What is being asked
The reply must repeat each entry exactly and contain no pictures.

Records for this task

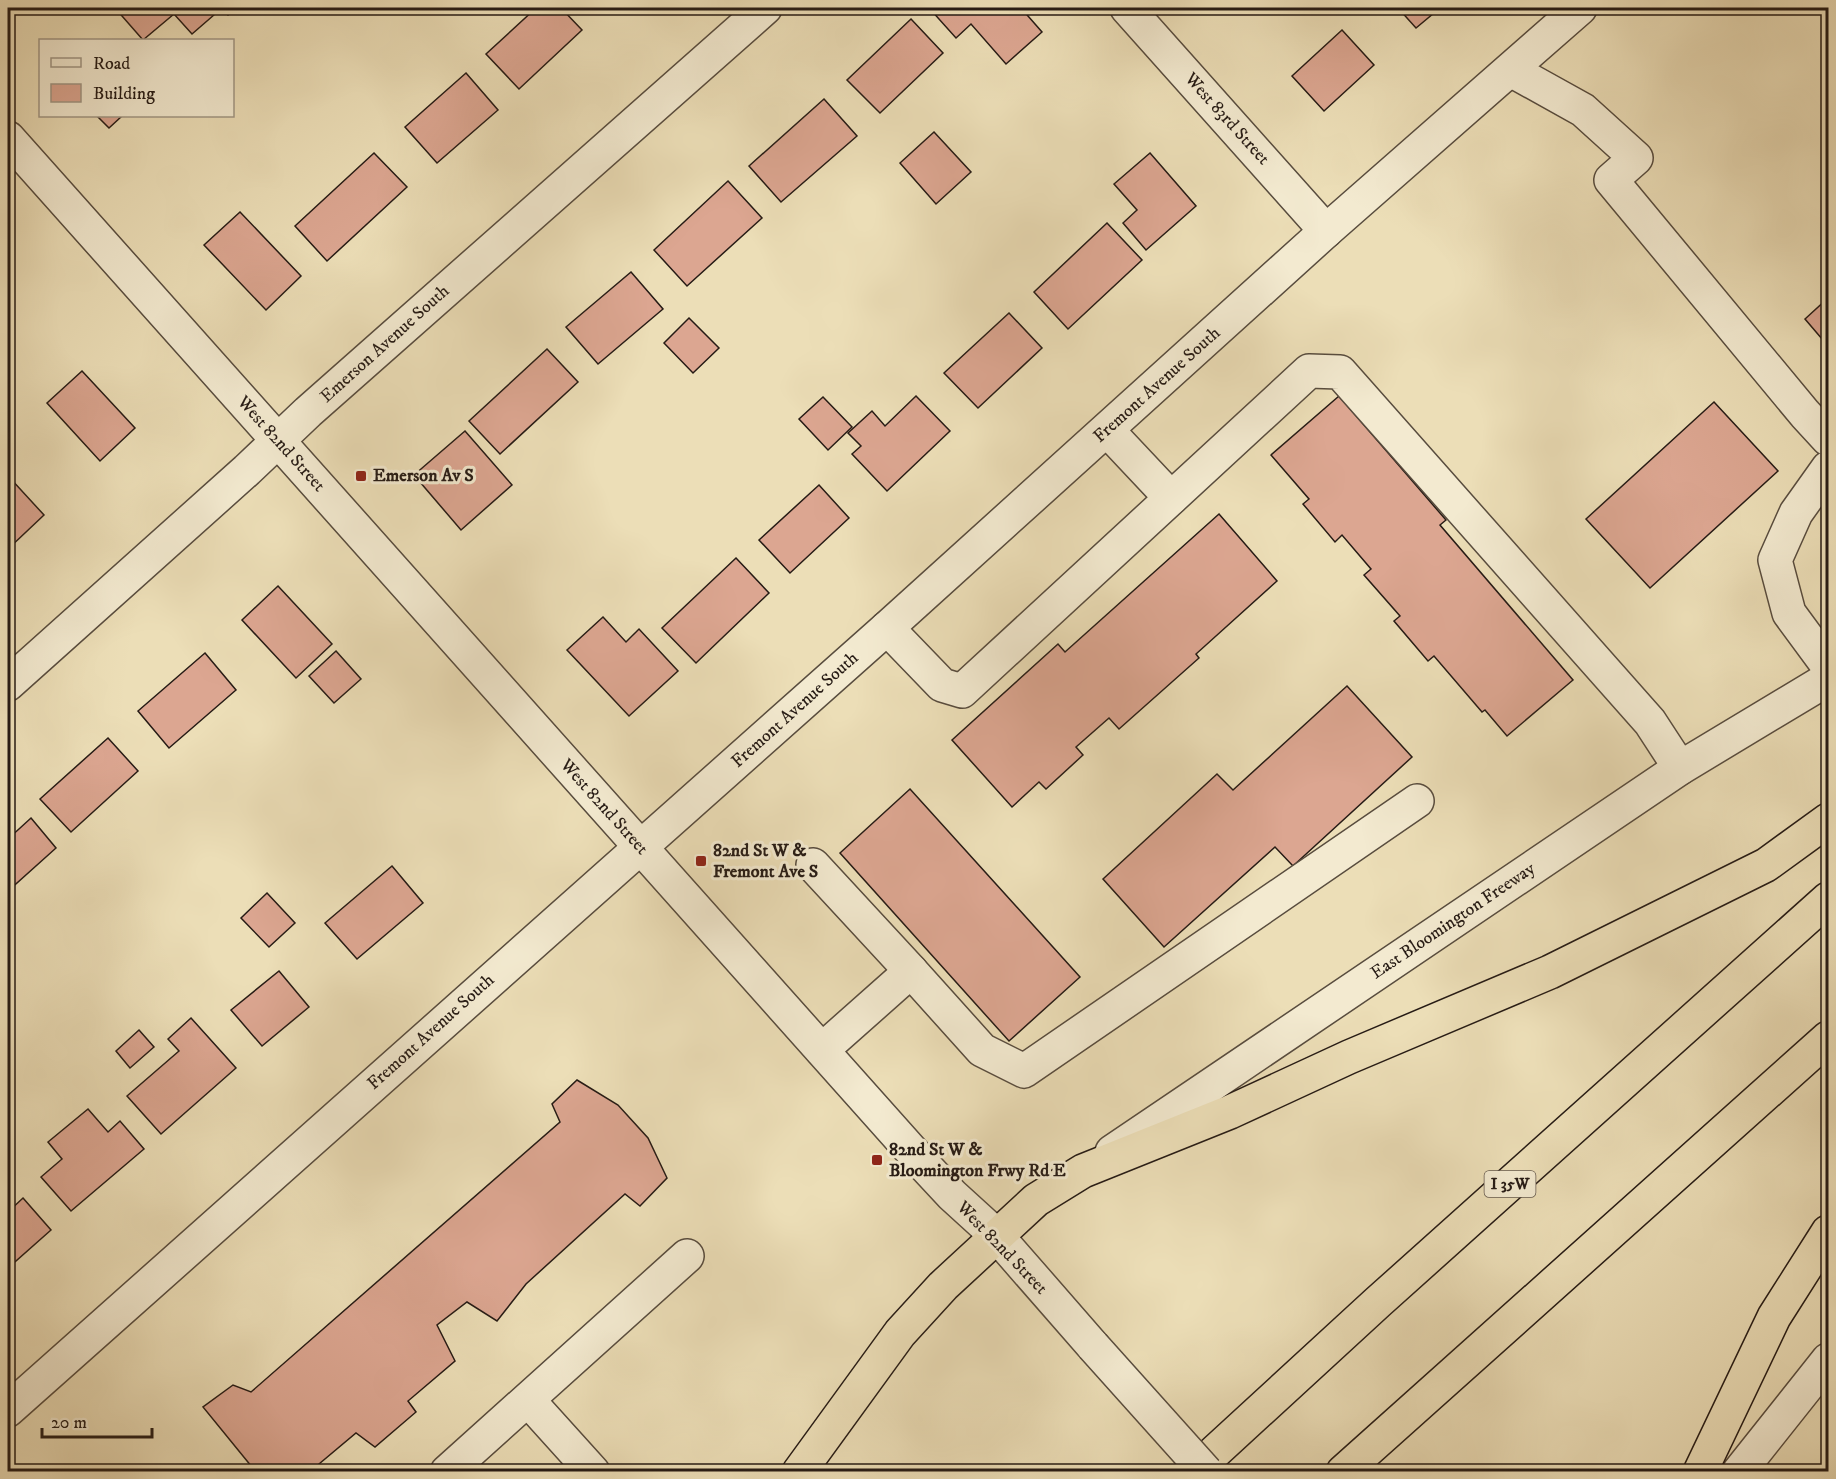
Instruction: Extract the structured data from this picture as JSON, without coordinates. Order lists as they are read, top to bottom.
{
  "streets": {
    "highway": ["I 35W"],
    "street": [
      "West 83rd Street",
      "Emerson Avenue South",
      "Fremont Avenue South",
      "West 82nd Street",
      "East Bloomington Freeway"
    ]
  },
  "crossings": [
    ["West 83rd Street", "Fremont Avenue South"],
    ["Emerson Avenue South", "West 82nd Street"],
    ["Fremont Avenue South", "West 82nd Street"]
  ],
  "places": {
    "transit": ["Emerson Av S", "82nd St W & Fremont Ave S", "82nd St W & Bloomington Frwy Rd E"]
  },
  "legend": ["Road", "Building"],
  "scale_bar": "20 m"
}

Written response
Instruction: Extract the structured data from this picture as JSON, without coordinates. Order lists as they are read, top to bottom.
{
  "streets": {
    "highway": ["I 35W"],
    "street": [
      "West 83rd Street",
      "Emerson Avenue South",
      "Fremont Avenue South",
      "West 82nd Street",
      "East Bloomington Freeway"
    ]
  },
  "crossings": [
    ["West 83rd Street", "Fremont Avenue South"],
    ["Emerson Avenue South", "West 82nd Street"],
    ["Fremont Avenue South", "West 82nd Street"]
  ],
  "places": {
    "transit": ["Emerson Av S", "82nd St W & Fremont Ave S", "82nd St W & Bloomington Frwy Rd E"]
  },
  "legend": ["Road", "Building"],
  "scale_bar": "20 m"
}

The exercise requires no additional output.